Dataset entries
^^^^
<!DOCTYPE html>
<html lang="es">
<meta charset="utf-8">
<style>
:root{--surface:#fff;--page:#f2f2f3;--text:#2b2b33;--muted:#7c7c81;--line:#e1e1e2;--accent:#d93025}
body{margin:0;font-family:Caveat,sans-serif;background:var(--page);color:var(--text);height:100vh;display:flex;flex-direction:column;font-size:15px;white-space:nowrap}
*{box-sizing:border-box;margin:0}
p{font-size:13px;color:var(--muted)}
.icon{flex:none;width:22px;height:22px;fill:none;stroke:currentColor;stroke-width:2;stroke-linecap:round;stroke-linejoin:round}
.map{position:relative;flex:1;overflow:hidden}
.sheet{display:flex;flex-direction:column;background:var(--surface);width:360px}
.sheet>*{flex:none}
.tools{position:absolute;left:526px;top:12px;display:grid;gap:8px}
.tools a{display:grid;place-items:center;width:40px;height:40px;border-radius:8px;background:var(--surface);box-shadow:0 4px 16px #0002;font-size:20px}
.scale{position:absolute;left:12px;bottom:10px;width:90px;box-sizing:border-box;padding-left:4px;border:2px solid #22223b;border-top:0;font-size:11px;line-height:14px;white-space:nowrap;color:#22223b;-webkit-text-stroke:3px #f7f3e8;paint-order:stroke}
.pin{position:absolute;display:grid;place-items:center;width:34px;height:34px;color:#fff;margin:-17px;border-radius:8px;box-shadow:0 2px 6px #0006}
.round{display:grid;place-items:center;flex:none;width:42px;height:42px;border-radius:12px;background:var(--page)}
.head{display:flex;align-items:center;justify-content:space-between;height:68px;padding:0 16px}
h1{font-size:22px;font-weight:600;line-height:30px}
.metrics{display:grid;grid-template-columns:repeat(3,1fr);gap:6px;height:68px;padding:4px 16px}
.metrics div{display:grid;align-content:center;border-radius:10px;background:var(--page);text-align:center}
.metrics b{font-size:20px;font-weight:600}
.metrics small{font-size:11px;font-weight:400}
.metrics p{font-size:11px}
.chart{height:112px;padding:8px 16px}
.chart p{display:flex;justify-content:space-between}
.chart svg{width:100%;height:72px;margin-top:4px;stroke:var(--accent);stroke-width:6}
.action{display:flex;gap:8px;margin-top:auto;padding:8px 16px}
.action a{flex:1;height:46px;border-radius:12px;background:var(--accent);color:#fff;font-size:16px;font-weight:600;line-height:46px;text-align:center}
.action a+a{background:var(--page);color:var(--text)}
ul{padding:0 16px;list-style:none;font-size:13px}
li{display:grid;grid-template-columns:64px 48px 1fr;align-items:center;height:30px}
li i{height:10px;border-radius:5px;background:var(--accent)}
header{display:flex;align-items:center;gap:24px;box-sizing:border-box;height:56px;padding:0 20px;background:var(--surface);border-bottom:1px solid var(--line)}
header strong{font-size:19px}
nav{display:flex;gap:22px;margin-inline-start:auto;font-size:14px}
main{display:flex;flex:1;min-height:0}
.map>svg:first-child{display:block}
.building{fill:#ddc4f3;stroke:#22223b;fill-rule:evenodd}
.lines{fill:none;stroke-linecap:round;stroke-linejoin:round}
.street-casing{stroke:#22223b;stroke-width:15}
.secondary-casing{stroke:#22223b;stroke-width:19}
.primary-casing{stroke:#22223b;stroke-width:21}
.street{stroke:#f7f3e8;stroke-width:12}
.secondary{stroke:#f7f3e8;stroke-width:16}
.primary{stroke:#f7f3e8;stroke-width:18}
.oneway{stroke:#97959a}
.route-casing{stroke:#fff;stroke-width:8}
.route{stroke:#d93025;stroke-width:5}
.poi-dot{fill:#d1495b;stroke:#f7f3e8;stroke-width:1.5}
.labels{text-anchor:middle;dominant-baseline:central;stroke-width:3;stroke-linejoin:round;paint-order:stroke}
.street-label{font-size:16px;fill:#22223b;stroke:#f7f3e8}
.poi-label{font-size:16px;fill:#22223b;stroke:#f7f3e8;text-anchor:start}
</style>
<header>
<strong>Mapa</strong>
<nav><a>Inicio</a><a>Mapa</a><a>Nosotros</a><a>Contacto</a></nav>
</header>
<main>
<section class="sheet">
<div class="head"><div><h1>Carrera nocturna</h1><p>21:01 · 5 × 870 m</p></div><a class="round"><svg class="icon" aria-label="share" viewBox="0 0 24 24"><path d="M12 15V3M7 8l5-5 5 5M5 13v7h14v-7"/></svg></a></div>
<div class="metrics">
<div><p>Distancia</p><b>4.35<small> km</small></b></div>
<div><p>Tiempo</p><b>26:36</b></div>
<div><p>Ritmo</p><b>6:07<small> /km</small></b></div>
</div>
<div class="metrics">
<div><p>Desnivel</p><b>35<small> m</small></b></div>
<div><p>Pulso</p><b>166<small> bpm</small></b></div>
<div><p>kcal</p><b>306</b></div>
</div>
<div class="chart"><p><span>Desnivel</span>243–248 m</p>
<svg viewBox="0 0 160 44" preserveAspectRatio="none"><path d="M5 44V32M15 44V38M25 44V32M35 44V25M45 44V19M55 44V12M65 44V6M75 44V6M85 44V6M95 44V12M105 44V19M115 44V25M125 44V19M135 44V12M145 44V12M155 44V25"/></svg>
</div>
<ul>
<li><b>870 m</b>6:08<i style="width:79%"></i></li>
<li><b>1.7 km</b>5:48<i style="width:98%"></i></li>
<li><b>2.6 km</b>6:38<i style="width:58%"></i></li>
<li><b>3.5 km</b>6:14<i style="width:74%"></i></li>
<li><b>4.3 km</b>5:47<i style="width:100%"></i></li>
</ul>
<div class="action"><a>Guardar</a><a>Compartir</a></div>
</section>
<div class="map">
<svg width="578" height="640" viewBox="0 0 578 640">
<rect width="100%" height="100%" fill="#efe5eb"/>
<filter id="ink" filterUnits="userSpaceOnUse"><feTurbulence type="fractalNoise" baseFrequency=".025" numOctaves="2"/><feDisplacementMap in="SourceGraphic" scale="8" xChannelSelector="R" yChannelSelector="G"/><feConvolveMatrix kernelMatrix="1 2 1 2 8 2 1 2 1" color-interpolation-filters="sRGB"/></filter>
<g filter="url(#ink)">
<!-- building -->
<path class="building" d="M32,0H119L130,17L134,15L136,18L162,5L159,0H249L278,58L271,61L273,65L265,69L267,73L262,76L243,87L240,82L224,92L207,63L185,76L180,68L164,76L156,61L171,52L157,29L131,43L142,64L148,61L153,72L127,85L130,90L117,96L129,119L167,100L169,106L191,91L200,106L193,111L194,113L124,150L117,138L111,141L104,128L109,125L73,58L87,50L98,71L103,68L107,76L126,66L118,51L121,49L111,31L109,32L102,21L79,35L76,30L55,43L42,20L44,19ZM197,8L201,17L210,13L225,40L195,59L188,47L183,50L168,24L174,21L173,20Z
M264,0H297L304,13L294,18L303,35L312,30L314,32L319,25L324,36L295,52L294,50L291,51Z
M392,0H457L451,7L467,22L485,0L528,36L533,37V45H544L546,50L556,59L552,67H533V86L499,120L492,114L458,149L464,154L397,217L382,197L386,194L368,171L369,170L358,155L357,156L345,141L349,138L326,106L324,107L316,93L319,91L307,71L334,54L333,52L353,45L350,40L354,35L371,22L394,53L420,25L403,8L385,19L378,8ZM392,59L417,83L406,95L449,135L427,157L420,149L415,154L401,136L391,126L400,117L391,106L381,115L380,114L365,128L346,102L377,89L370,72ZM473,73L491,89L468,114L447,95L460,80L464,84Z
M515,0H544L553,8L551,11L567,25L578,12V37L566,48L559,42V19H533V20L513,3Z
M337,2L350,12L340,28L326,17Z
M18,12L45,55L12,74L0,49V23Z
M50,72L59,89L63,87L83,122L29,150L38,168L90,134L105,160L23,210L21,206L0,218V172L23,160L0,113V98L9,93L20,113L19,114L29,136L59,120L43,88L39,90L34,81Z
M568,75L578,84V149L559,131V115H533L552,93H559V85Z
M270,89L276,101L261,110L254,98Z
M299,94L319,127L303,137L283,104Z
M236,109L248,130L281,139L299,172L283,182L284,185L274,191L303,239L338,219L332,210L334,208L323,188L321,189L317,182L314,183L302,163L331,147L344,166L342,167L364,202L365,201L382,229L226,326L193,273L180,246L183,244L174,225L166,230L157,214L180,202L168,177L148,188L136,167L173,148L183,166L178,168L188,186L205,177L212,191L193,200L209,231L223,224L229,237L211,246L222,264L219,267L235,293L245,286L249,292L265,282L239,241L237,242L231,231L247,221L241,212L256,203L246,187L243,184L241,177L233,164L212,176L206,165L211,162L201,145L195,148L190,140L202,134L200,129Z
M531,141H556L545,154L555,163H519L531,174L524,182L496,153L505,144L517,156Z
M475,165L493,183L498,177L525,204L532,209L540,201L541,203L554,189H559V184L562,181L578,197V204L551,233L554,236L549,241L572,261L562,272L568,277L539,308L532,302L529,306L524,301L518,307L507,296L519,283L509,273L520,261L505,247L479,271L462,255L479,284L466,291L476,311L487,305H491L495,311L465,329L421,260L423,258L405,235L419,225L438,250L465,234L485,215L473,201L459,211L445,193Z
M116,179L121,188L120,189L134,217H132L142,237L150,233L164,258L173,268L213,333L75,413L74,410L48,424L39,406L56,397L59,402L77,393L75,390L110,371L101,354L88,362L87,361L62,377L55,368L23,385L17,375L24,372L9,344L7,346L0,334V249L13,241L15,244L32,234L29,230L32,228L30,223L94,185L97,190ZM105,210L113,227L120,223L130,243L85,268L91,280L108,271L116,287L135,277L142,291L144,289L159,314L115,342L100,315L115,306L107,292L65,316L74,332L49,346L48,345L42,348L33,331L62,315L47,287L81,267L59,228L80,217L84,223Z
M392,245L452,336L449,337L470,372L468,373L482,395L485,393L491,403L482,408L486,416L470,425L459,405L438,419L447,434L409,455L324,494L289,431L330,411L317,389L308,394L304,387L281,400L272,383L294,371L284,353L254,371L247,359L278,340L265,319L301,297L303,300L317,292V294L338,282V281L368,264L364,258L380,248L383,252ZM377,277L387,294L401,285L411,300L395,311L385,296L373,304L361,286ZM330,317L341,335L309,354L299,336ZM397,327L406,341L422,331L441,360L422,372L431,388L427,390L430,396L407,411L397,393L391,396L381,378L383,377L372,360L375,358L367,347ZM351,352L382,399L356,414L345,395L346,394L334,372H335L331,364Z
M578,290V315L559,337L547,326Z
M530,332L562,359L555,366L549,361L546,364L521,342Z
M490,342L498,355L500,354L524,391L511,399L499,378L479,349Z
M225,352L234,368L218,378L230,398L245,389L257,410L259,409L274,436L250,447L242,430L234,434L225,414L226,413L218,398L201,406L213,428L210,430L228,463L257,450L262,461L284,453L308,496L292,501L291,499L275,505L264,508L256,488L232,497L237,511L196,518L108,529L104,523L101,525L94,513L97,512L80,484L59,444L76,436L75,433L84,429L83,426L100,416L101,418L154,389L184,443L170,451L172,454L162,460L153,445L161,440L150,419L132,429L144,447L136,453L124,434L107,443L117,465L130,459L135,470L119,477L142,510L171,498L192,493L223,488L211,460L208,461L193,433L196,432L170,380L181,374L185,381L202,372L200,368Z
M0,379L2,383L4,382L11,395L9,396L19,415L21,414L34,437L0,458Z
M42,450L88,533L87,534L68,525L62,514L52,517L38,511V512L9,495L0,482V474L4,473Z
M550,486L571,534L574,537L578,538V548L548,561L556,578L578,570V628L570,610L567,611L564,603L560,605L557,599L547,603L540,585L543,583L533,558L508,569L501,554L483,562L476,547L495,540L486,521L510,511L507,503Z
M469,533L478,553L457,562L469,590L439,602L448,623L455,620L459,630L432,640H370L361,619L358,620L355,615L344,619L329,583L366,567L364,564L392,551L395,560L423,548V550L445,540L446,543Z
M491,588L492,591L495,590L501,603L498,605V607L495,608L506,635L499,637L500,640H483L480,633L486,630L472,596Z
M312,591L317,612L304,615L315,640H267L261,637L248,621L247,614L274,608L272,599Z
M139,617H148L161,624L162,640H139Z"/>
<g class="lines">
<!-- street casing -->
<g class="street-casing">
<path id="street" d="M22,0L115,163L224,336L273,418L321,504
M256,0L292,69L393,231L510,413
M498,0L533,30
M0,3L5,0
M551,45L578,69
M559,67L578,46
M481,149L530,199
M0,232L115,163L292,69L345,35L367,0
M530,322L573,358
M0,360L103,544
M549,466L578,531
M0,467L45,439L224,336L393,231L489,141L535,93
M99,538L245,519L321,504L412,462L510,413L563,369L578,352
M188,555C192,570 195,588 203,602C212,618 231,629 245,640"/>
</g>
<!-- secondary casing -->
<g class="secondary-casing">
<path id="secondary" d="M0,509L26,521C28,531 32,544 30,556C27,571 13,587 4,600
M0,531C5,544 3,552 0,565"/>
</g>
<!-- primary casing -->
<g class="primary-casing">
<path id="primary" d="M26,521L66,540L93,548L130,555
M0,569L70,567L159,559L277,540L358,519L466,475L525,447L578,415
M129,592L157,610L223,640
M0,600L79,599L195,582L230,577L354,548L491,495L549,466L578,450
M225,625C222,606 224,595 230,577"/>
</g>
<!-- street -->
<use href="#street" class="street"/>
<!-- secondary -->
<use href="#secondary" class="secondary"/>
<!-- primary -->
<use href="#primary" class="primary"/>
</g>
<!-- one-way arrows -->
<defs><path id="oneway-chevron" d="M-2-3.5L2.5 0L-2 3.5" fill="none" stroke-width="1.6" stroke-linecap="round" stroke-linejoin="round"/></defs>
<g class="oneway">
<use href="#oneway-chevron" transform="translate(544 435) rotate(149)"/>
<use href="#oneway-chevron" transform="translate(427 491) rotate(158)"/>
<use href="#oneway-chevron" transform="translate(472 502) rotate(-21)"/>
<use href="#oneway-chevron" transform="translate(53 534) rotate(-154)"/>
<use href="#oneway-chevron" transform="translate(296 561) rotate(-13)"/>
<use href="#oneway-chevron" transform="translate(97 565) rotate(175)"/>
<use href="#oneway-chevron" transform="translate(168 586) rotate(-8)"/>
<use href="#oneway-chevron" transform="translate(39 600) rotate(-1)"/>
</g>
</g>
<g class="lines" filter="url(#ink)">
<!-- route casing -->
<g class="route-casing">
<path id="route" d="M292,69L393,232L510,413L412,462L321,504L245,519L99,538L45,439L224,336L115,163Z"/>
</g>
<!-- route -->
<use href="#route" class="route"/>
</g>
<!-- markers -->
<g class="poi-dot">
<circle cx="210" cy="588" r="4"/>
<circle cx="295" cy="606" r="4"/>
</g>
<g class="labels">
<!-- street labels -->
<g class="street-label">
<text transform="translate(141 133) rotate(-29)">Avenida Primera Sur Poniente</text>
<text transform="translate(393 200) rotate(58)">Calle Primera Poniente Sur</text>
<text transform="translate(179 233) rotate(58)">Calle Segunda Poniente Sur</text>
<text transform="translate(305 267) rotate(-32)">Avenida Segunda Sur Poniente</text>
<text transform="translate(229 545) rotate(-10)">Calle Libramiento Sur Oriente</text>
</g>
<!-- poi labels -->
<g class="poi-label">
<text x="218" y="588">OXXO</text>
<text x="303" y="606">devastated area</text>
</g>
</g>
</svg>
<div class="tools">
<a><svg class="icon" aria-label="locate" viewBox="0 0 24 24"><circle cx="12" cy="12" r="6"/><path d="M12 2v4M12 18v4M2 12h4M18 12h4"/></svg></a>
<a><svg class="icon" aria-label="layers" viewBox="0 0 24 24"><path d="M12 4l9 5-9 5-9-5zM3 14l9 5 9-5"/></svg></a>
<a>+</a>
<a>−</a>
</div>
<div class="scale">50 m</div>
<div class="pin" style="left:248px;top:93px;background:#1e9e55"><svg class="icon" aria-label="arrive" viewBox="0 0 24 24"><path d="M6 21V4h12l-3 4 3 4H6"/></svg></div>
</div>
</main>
^^^^
* Your instructions *
Search the data above for the string "circle" and report each line that holds it.

* Expected answer *
<circle cx="210" cy="588" r="4"/>
<circle cx="295" cy="606" r="4"/>
<a><svg class="icon" aria-label="locate" viewBox="0 0 24 24"><circle cx="12" cy="12" r="6"/><path d="M12 2v4M12 18v4M2 12h4M18 12h4"/></svg></a>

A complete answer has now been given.